One final technical note: you used "generic-strategy" in a different way that we did in the "Which Institutions?" post—our definition imagines a specific organization that is targeted through a non-specific strategy, whereas yours imagines a specific strategy not targeted to any specific organization. I agree that the latter deserves its own label, but suggest a different one than "generic-strategy" to avoid confusion with the previous post.

I've focused mostly on criticisms here for the sake of efficiency, but I really was very impressed with this article and hope to see more writing from you in the future, on this topic and others!

LizkaSep 14 20216

Thank you for this response! I think I largely agree with you, and plan to add some (marked) edits as a result. More specifically,

On the 80K problem profile:

I think you are right; they are value-oriented in that they implicitly argue for the targeted approach. I do think they could have make it a little clearer, as much (most?) of the actual work they recommend or list as an example seems to be research-style. The key (and important) exception that I ignored in the post is the "3. Fostering adoption of the best proven techniques in high-impact areas" work they recommend, which I should not have overlooked. (I will edit that part of my post, and likely add a new example of research-level value-neutral IIDM work, like a behavioral science research project.)

"I don't think the value-neutral version of IIDM is really much of a thing in the EA community"

Once again, I think I agree, although I think there are some rationality/decision-making projects that are popular but not very targeted or value-oriented. Does that seem reasonable? The CES example is quite complicated, but I'm not sure that I think it should be disqualified here. (To be clear, however, I do think CES seems to do very valuable work--- I'm just not exactly sure how to evaluate it.)

Side note, on "a core tenet of democracy is the idea that one citizen's values and policy preferences shouldn't count more than another's"

I agree that this is key to democracy. However, I do think it is valid to discuss to what extent voter's values align with actual global good (and I don't think this opinion is very controversial). For instance, voters might be more nationalistic than one might hope, they might undervalue certain groups' rights, or they might not value animal or future lives. So I think that, to understand the actual (welfare) impact of an intervention that improves a government's ability to execute its voters' aims, we would need to consider more than democratic values. (Does that make sense? I feel like I might have misinterpreted what you were trying to say, a bit, and am not sure that I am explaining myself properly.) On the other hand, it's possible that good government decision-making is bottlenecked more by its ability to execute its voters' aims than it is by the voters' values' ethical alignment-- but I still wish this were more explicitly considered.

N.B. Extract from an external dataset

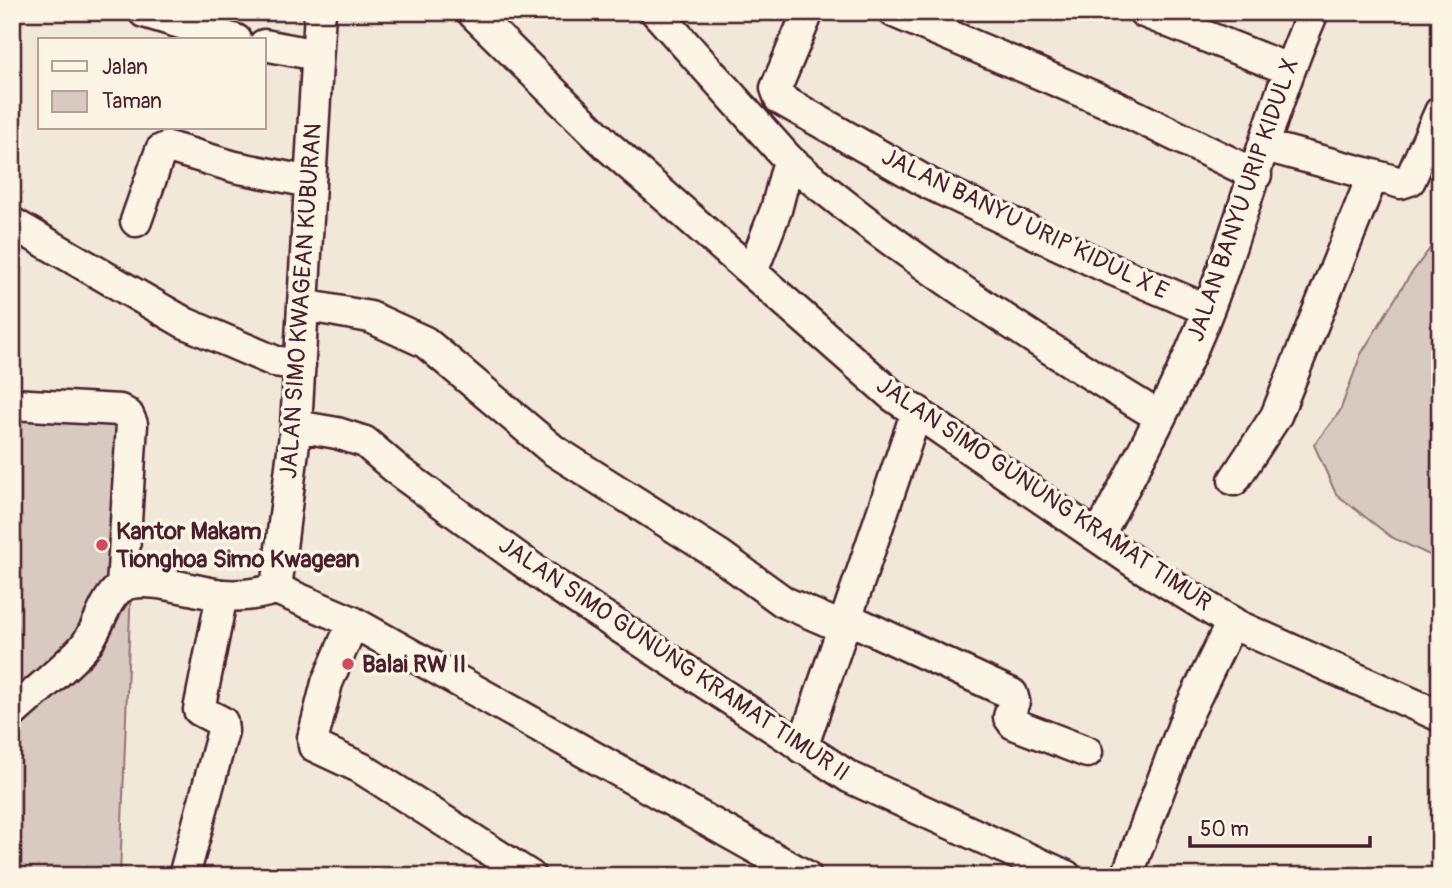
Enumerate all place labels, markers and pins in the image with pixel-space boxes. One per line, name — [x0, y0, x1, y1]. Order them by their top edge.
place label: Kantor Makam Tionghoa Simo Kwagean — [115, 517, 360, 574]
marker: Kantor Makam Tionghoa Simo Kwagean — [94, 537, 110, 553]
place label: Balai RW II — [362, 650, 466, 679]
marker: Balai RW II — [340, 656, 356, 672]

"It looks like you're essentially using decision quality as a proxy for institutional power, and then concluding that intentions x capability = outcomes."

I think I explained myself poorly in the post, but this is not how I was thinking about it. I agree that the power of an institution is (at least) as important as its decision-making skill (although it does seem likely that these things are quite related), but I viewed IIDM as mostly focused on decision-making and set power aside. If I were to draw this out, I would add power/scope of institutions as a third axis or dimension (although I would worry about presenting a false picture of orthogonality between power and decision quality). The impact of an institution would then be related to the relevant volume of a rectangular prism, not the relevant area of a rectangle. (Note that the visualizing approach in the "A few overwhelmingly harmful institutions" image is another way of drawing volume or a third dimension, I think.) I might add a note along these lines to the post to clarify things a bit.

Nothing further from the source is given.